Search code examples
pythonnltklemmatization

NLTK WordNetLemmatizer processes "US" as "u"


If you feed the word "US" (United States), after preprocessing (which becomes "us", i.e in lower case) into the WordNetLemmatizer from package nltk.stem, it is translated to "u". For example:

from nltk.stem import WordNetLemmatizer
lmtzr = WordNetLemmatizer()
word = "US".lower()  #  "US" becomes "us"
lemma = lmtzr.lemmatize(word)
print(lemma)  # prints "u"

I have even tried to lemmatize the word using POS tagging, which results in an 'NNP' (NN=Noun and P=Proper, i.e proper noun) according to the pos_tag() function from package nltk. But 'NNP' is a wordnet.NOUN, which is the default behavior of the lemmatizer when it processes a word. Therefore, lmtzr.lemmatize(word) and lmtz.lemmatize(word, wordnet.NOUN) is the same (where wordnet is imported from package nltk.stem.wordnet).

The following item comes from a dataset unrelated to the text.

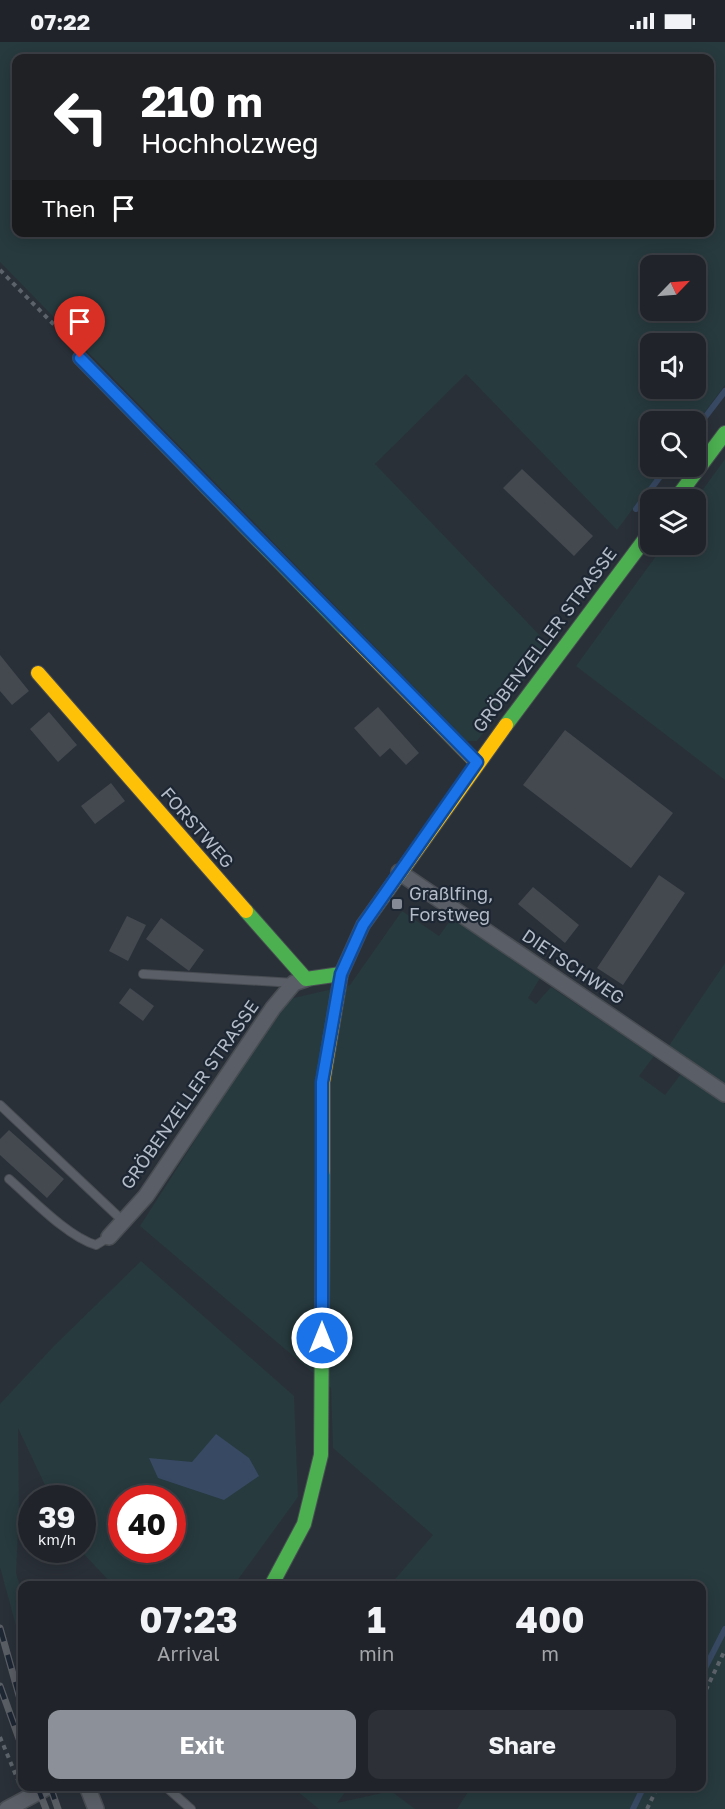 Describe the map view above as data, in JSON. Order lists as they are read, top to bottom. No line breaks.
{"streets":{"street":["GRÖBENZELLER STRASSE","FORSTWEG","DIETSCHWEG"]},"crossings":[["GRÖBENZELLER STRASSE","FORSTWEG"],["GRÖBENZELLER STRASSE","DIETSCHWEG"]],"places":{"transit":["Graßlfing, Forstweg"]},"north":"top right","page":{"status":"07:22","turn":["210 m","Hochholzweg"],"then":"Then","speed":"39 km/h","limit":"40","eta":["07:23","Arrival","1","min","400","m"],"buttons":["Exit","Share"]}}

Any ideas about how to tackle this problem, apart from the clumsy way of explicitly excluding the processing of the word "us" in a text from the lemmatizer using an if statement?


Solution

  • If you look at the source code of WordNetLemmatizer

    def lemmatize(self, word, pos=NOUN):
        lemmas = wordnet._morphy(word, pos)
        return min(lemmas, key=len) if lemmas else word
    

    wordnet._morphy returns ['us', 'u']

    min(lemmas, key=len) returns the shortest word which is u

    wordnet._morphy uses a rule for nouns which replaces ending "s" with "".

    Here is the list of substitutions

    [('s', ''), ('ses', 's'), ('ves', 'f'), ('xes', 'x'), ('zes', 'z'), ('ches', 'ch'), ('shes', 'sh'), ('men', 'man'), ('ies', 'y')]

    I don't see a very clean way out.

    1) You may write a special rule for excluding all-upper-case words.

    2) Or you may add a line us us

    to the file nltk_data/corpora/wordnet/noun.exc

    3) You may write your own function to select the longest word (which might be wrong for other words)

    from nltk.corpus.reader.wordnet import NOUN
    from nltk.corpus import wordnet
    def lemmatize(word, pos=NOUN):
        lemmas = wordnet._morphy(word, pos)
        return max(lemmas, key=len) if lemmas else word